» **RECORDS TO USE**:
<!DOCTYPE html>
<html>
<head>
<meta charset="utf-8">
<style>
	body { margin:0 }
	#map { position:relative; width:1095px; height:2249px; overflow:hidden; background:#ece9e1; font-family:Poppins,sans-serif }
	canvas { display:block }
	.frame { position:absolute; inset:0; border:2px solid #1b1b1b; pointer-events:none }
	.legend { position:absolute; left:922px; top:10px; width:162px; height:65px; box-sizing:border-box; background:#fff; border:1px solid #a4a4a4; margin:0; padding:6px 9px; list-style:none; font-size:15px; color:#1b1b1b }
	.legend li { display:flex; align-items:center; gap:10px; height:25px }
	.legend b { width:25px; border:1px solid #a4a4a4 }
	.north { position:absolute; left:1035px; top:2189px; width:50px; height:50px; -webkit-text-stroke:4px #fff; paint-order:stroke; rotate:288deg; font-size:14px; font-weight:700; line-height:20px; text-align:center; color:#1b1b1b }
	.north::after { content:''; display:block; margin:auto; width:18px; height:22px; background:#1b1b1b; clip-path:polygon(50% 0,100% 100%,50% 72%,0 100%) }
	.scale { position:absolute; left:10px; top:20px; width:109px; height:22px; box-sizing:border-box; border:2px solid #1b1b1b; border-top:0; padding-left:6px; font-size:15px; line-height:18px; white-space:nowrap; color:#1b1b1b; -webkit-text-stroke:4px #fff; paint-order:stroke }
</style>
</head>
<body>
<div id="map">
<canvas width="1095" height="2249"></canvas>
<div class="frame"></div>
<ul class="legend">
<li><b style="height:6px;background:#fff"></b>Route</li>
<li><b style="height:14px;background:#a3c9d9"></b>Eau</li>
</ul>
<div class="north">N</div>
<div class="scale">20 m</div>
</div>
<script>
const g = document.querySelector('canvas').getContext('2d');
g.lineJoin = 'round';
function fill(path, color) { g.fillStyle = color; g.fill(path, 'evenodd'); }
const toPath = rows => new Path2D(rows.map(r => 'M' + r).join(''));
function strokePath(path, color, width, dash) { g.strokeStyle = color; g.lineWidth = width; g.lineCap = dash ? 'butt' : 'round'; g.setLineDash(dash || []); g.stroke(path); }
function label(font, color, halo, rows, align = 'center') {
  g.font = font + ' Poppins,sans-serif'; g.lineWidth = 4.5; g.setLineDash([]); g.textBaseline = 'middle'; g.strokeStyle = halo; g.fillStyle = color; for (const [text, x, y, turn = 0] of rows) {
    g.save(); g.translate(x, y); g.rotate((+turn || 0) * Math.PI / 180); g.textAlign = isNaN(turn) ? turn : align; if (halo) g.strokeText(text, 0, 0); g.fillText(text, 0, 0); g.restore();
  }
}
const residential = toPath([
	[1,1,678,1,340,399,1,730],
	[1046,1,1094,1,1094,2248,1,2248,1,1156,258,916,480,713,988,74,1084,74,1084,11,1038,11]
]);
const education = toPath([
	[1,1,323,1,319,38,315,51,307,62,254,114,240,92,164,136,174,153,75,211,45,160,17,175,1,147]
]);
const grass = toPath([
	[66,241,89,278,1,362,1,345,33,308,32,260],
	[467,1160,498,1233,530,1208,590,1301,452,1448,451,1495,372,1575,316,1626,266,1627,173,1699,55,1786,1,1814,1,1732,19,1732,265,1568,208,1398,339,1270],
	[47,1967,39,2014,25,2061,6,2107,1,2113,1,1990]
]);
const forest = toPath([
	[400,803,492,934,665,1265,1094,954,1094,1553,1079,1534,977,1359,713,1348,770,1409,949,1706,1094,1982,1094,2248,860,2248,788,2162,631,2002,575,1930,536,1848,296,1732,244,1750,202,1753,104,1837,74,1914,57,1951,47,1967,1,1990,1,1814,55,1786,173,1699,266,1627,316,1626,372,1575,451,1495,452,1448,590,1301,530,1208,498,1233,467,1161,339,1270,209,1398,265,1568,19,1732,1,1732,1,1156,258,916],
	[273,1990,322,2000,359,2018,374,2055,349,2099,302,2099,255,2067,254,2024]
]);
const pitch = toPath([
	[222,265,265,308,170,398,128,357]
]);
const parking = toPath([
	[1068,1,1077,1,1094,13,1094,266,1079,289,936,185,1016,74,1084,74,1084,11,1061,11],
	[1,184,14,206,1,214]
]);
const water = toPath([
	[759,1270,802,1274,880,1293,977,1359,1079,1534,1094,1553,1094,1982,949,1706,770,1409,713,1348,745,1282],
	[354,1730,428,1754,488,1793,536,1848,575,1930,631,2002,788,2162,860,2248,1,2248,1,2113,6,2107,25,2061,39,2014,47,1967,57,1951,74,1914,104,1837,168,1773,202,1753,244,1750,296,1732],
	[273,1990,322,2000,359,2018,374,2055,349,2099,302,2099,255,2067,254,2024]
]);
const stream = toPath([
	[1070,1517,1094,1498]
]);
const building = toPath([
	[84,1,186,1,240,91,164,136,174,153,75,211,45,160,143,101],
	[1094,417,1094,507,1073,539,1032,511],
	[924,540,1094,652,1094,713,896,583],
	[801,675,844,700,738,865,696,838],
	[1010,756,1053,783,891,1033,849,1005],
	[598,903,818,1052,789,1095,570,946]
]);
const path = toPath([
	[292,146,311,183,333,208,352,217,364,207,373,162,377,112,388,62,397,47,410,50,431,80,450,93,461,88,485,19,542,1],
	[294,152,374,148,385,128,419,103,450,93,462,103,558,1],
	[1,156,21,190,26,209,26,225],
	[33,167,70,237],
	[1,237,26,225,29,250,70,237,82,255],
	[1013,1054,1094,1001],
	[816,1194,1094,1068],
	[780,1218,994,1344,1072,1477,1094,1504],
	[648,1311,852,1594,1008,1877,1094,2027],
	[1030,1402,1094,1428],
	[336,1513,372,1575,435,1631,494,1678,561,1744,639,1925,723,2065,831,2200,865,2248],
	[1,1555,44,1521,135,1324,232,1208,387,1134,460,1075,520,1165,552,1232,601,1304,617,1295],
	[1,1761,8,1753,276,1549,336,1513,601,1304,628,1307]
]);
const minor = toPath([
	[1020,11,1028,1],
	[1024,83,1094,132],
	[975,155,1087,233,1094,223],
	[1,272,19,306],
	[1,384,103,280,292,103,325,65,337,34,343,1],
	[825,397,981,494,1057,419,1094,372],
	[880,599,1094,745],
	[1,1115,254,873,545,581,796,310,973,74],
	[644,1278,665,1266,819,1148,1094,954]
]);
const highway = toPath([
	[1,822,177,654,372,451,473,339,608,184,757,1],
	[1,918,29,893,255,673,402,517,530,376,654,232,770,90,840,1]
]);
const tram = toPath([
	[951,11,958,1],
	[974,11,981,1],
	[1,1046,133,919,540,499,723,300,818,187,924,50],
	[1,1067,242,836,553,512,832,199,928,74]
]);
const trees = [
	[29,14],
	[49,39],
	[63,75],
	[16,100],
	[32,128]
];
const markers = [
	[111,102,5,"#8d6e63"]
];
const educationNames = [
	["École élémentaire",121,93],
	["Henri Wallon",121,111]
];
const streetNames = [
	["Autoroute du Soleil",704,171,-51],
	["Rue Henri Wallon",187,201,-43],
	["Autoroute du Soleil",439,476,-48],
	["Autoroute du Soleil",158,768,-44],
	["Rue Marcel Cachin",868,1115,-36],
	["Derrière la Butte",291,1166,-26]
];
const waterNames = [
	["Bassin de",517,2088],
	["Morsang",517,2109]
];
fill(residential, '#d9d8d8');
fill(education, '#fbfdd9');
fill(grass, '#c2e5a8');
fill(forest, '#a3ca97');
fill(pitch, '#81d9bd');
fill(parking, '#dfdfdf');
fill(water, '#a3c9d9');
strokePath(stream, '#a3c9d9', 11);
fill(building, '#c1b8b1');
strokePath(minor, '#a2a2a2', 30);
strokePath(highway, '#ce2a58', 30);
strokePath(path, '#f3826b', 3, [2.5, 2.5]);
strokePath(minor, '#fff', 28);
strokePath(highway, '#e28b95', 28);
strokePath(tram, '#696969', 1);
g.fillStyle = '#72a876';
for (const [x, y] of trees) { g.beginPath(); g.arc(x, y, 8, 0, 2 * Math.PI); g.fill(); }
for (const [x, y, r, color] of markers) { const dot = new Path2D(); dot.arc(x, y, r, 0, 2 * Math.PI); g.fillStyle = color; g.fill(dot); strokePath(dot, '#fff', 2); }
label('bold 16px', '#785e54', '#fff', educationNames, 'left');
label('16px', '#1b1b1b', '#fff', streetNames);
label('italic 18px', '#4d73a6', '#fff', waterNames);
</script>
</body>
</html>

» **WHAT THE EXERCISE ASKS**: Copy out only the lines above from the one with "g.font = font" to the one with "[47,1967,39,2014,25,2061,6,2107,1,2113,1,1990]", inclusive, exactly as they stand.

» **SOLUTION TO THIS PROBLEM**:
  g.font = font + ' Poppins,sans-serif'; g.lineWidth = 4.5; g.setLineDash([]); g.textBaseline = 'middle'; g.strokeStyle = halo; g.fillStyle = color; for (const [text, x, y, turn = 0] of rows) {
    g.save(); g.translate(x, y); g.rotate((+turn || 0) * Math.PI / 180); g.textAlign = isNaN(turn) ? turn : align; if (halo) g.strokeText(text, 0, 0); g.fillText(text, 0, 0); g.restore();
  }
}
const residential = toPath([
	[1,1,678,1,340,399,1,730],
	[1046,1,1094,1,1094,2248,1,2248,1,1156,258,916,480,713,988,74,1084,74,1084,11,1038,11]
]);
const education = toPath([
	[1,1,323,1,319,38,315,51,307,62,254,114,240,92,164,136,174,153,75,211,45,160,17,175,1,147]
]);
const grass = toPath([
	[66,241,89,278,1,362,1,345,33,308,32,260],
	[467,1160,498,1233,530,1208,590,1301,452,1448,451,1495,372,1575,316,1626,266,1627,173,1699,55,1786,1,1814,1,1732,19,1732,265,1568,208,1398,339,1270],
	[47,1967,39,2014,25,2061,6,2107,1,2113,1,1990]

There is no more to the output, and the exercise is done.